In terms of load balancing performance (Table 1), the MARL-CL demonstrates distinctive advantages. The MARL-CL achieves a minimum coverage population of approximately 27,368, effectively avoiding situations where EDS provide no service, while all other methods show minimum coverage populations of 0, indicating problems with uneven load distribution among EDS. Additionally, the MARL-CL’s median coverage population of 40,745.50 and average coverage population of 42,843.61 are relatively close in value, further confirming its superior performance in load balancing. Moreover, regarding the maximum coverage capacity of individual stations, the differences among methods are minimal, suggesting their similar coverage capabilities in high-density areas. However, the MARL-CL maintains high maximum coverage while avoiding the extreme situation of zero minimum coverage, demonstrating better overall optimization capability.

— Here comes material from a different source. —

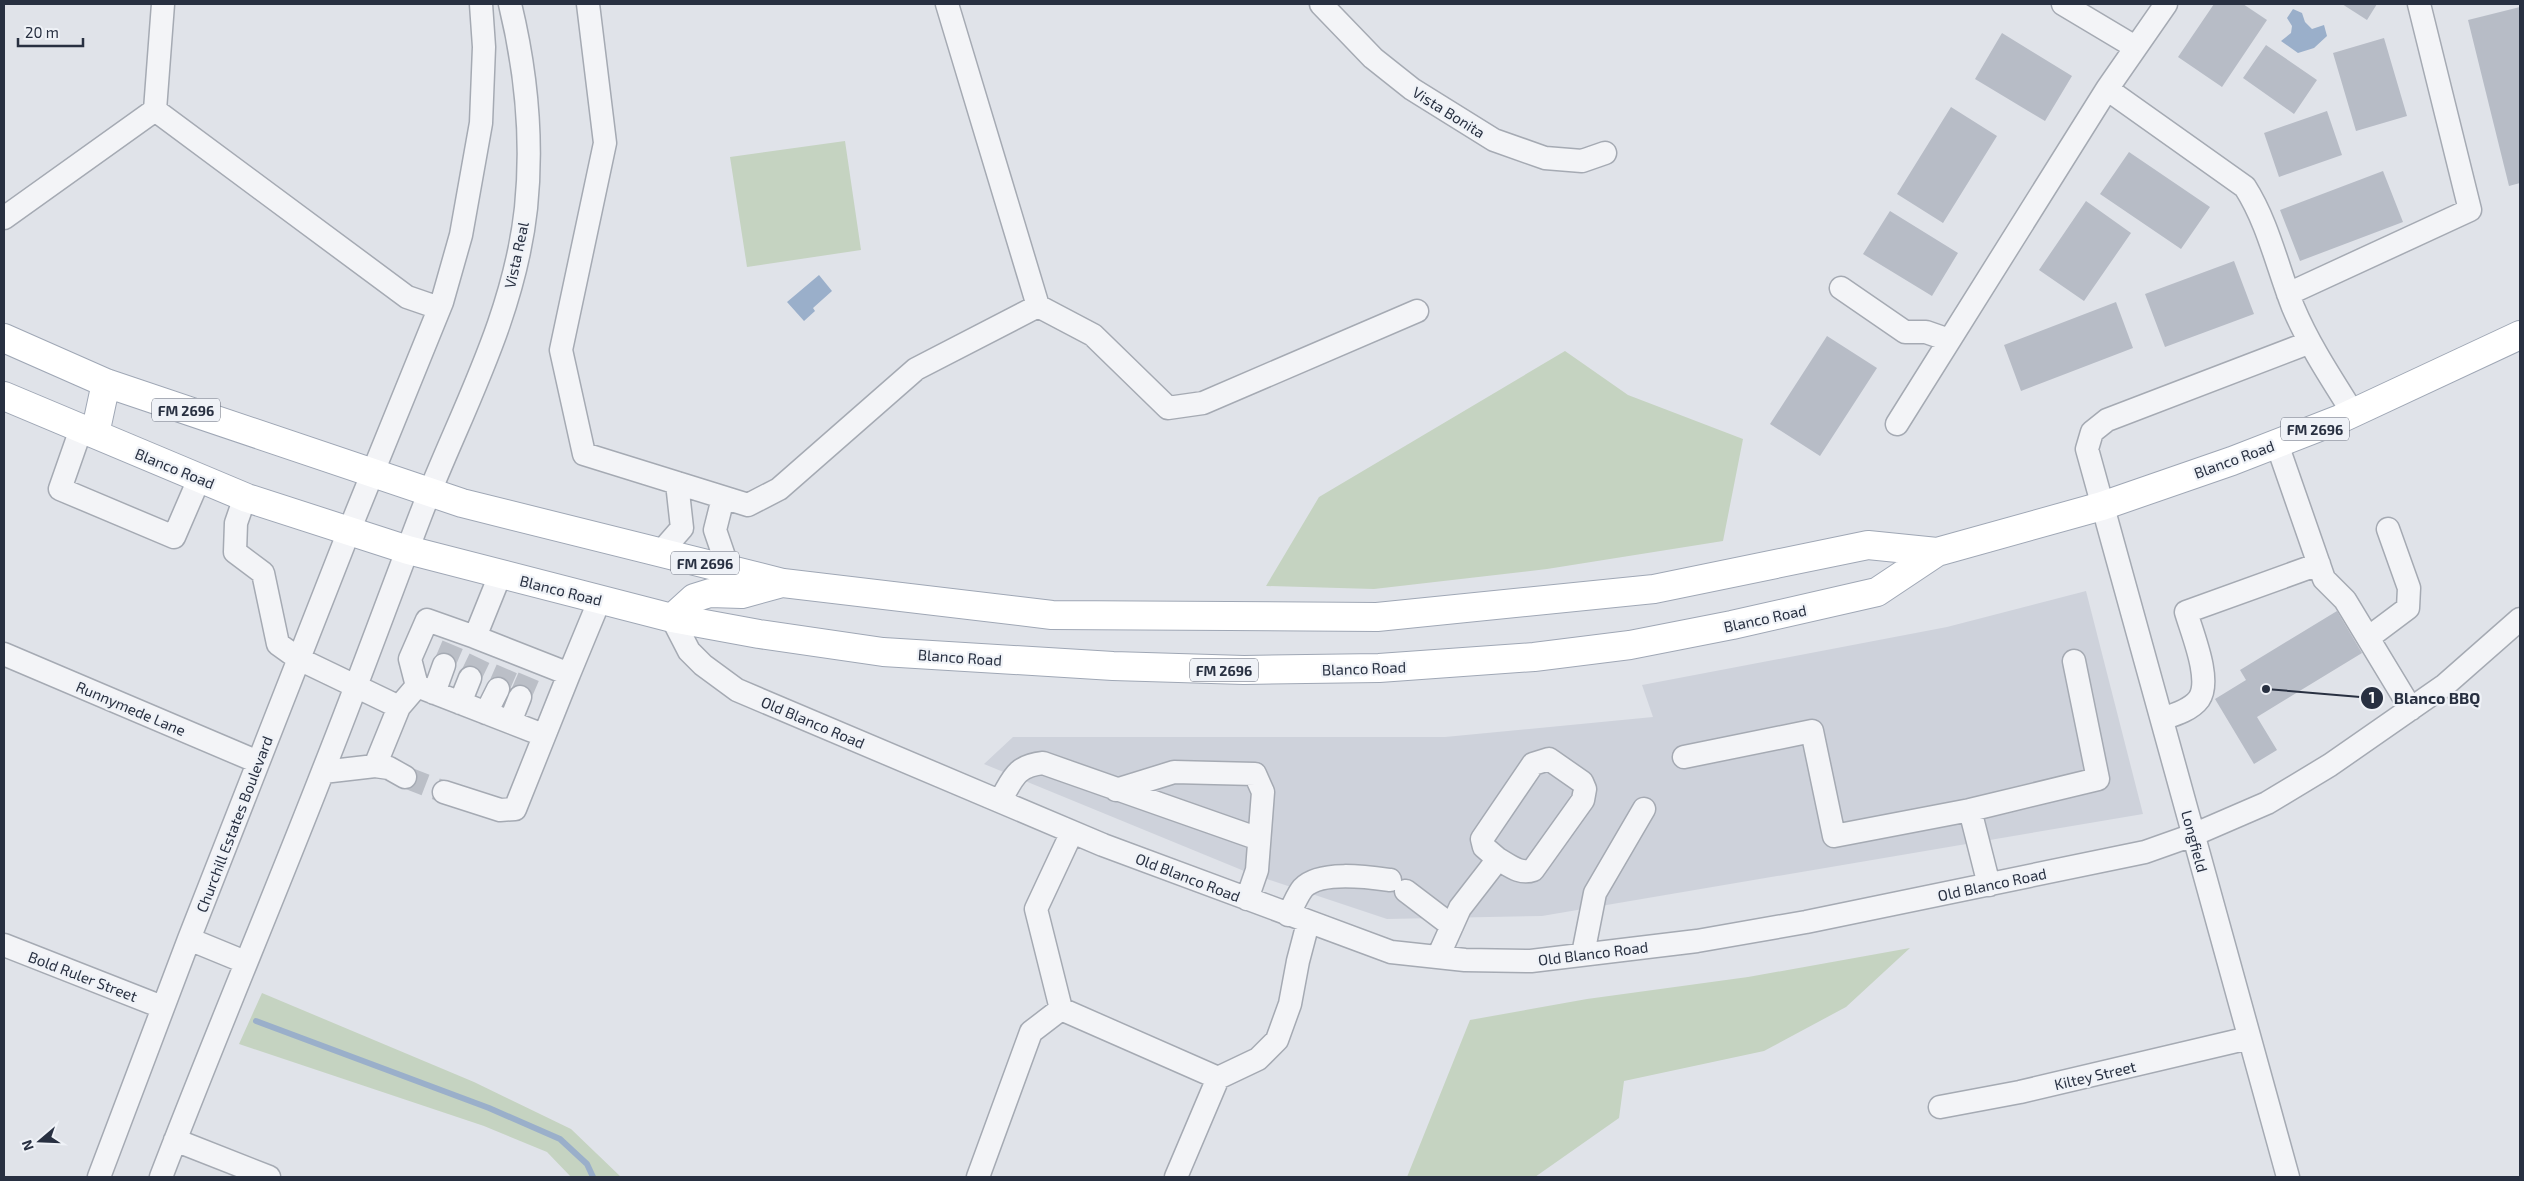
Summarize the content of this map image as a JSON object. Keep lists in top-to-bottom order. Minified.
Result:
{"streets":{"main road":["FM 2696","Blanco Road"],"street":["Vista Bonita","Vista Real","Runnymede Lane","Old Blanco Road","Churchill Estates Boulevard","Longfield","Bold Ruler Street","Kiltey Street"]},"crossings":[["Vista Real","Blanco Road"],["Blanco Road","Old Blanco Road"],["Blanco Road","Churchill Estates Boulevard"],["Blanco Road","Longfield"],["Runnymede Lane","Churchill Estates Boulevard"],["Old Blanco Road","Longfield"],["Churchill Estates Boulevard","Bold Ruler Street"],["Longfield","Kiltey Street"]],"places":["Blanco BBQ"],"scale_bar":"20 m","north":"left"}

Figure 6b shows the performance of the MARL-CL and SARL during the training process. The training convergence curve demonstrates that the MARL-CL shows rapid reward value increases in the early training phase and stabilizes at approximately 2,000,000 after around 4000 training episodes. This proves that the multi-agent collaboration mechanism enables the method to quickly find stable and high-quality solutions during the learning process. The SARL exhibits a relatively gradual growth trend in reward values with significant oscillations throughout the entire training process. After 10,000 training rounds, the average reward value per 100 episodes reaches approximately 800,000–900,000, with a maximum reward value of about 1,200,000. It is evident that the MARL-CL significantly outperforms the SARL in terms of solution quality. It is also superior to the SARL in terms of solution efficiency, and requires only a small amount of training to obtain a high-quality EDS location scheme.

4.1.2. Shenzhen City Experiment

Shenzhen, situated in the Pearl River Delta of Guangdong Province, is one of China’s most economically vibrant megacities, with a permanent population of 17.99 million and a total area of 1997.47 km2. Similarly, for Shenzhen’s Futian District, we collected mobile signaling data and residential POI data from 2023 to construct the population-attributed residential POI points. These points served as delivery demand points for the EDS location experiments.

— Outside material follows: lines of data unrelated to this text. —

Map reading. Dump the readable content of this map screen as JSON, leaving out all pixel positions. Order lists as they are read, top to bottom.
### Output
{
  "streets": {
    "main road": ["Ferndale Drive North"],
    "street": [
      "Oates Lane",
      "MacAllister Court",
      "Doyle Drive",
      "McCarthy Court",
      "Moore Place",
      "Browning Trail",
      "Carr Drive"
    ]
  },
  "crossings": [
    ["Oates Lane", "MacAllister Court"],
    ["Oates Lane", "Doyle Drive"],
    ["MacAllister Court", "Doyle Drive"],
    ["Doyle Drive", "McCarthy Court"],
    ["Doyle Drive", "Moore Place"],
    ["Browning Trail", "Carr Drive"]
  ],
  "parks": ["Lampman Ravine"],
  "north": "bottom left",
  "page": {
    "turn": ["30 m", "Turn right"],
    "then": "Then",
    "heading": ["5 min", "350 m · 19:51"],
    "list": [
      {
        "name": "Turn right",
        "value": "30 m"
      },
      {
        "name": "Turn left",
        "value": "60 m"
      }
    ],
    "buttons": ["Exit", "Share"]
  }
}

Statistical analysis and calculations show that the experimental area in Shenzhen’s Futian District contains 3155 residential points with a total population of approximately 1,744,606. The maximum population at a single residential point is about 11,777, with an average of 552.97 and a median of 395.73, as illustrated in Figure 7.

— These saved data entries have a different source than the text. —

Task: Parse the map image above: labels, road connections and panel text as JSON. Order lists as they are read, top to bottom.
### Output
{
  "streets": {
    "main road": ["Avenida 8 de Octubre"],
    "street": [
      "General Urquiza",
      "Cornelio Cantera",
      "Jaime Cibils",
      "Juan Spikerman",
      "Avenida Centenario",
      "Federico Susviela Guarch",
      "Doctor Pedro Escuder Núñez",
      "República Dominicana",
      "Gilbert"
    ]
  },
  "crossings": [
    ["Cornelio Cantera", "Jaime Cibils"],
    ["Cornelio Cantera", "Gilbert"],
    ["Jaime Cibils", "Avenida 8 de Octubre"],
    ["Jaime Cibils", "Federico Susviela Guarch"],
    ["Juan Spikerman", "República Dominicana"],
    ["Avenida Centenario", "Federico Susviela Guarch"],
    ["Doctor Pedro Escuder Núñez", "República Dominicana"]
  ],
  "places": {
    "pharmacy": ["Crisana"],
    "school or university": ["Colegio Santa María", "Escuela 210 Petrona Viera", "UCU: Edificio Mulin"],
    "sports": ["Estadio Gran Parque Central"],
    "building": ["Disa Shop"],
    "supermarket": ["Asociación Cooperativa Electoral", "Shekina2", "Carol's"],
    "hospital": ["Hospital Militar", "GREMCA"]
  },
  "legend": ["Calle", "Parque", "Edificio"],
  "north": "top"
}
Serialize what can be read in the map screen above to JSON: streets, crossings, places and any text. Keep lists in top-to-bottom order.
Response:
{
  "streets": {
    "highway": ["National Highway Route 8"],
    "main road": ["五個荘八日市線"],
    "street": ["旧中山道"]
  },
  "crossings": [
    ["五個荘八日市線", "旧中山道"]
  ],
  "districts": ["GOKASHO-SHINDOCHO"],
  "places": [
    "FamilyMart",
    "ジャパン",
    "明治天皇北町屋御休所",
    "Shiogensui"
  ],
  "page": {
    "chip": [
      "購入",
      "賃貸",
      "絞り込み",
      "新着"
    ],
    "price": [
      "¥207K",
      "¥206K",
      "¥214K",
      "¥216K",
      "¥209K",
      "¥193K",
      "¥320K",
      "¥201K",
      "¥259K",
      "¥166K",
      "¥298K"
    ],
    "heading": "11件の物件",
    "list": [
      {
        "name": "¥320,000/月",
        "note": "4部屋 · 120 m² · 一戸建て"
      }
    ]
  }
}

Figure 7. Distribution of residential points in Shenzhen’s Futian District.
Based on Figure 8, Table 2 and Figure 9a, MARL-CL demonstrates excellent performance in Futian District. For coverage effectiveness, MARL-CL covers 1421 residential points (45.04% coverage rate), comparable to the best existing methods (0.89 percentage point difference). As shown in Figure 8f, the station layout presents comprehensive spatial distribution, maintaining appropriate density in major residential areas while extending toward urban fringes. For population coverage, MARL-CL covers approximately 1,195,400 people (68.52% coverage rate), representing a 15.99 percentage point improvement over the best existing method, successfully serving high-density population areas.
Figure 8. Continuous maximum coverage location planning results for 30 new EDS (500 m service radius) in Shenzhen’s Futian District based on different methods. (a) DE, (b) GA, (c) SA, (d) PSO, (e) SARL, (f) MARL-CL (our method).
Table 2. Statistical results of continuous maximum coverage location planning for 30 new EDS (500 m service radius) in Shenzhen’s Futian District based on different methods.
Figure 9. Performance comparison of continuous maximum coverage location methods for EDS in Shenzhen’s Futian District. (a) Performance statistics of heuristic methods and deep RL methods, (b) Reward curves of deep RL methods over training episodes.
Among traditional heuristic methods, DE (Figure 8a) performs best, covering 1449 residential points (45.93% residential point coverage rate, 52.53% population coverage rate) with relatively uniform distribution. PSO (Figure 8d) and SA (Figure 8c) show similar performance and similar multi-center patterns of station distribution. GA (Figure 8b) performs worst, covering only 787 residential points with excessive concentration and serious service gaps.
The SARL (Figure 8e) covers 1196 residential points with a residential point coverage rate of 37.91% and a population coverage rate of 49.50%. The maximum coverage population of a single station reaches about 74,719, indicating relatively high service efficiency. However, its spatial distribution shows relatively scattered characteristics across multiple areas, and the overall continuity is insufficient, resulting in numerous service gaps.
Regarding load balancing (Table 2), MARL-CL achieves a minimum service population of 18,384, while all other methods show zero minimum values, indicating unserved stations. MARL-CL’s average service population (51,405.64) closely matches its median (52,514.82), with a difference of only 1109.18, demonstrating highly uniform load distribution. In contrast, traditional methods show larger disparities (e.g., DE: 7779.61 difference; PSO: 2279.08 difference), reflecting imbalanced service loads and demonstrating MARL-CL’s dual advantages in spatial optimization and load balancing.
From the training convergence curve in Figure 9b, the MARL-CL demonstrates excellent learning performance showing rapid reward value increases in the early training phase and reaches stability at approximately 4000 training episodes, achieving a reward level of about 2,300,000. This rapid and stable convergence characteristic indicates that the multi-agent collaboration mechanism can effectively explore the solution space and optimize location policies in the urban spatial environment of Futian District.
The SARL’s performance in Shenzhen’s Futian District shows improvement compared to its performance in Fuzhou’s main urban area, with enhanced training speed. After 10,000 training episodes, the average reward value per 100 episodes reaches approximately 1,200,000–1,300,000, with a maximum reward value of about 1,700,000. This improvement may be related to the presence of relatively distinct high-density population clusters in Futian District. However, throughout the entire training process, compared to the MARL-CL, the SARL’s reward value growth remains relatively slow. Despite the performance improvement, there is still a significant gap between the SARL and the MARL-CL, reflecting the limitations of single-agent approaches when dealing with complex spatial optimization problems.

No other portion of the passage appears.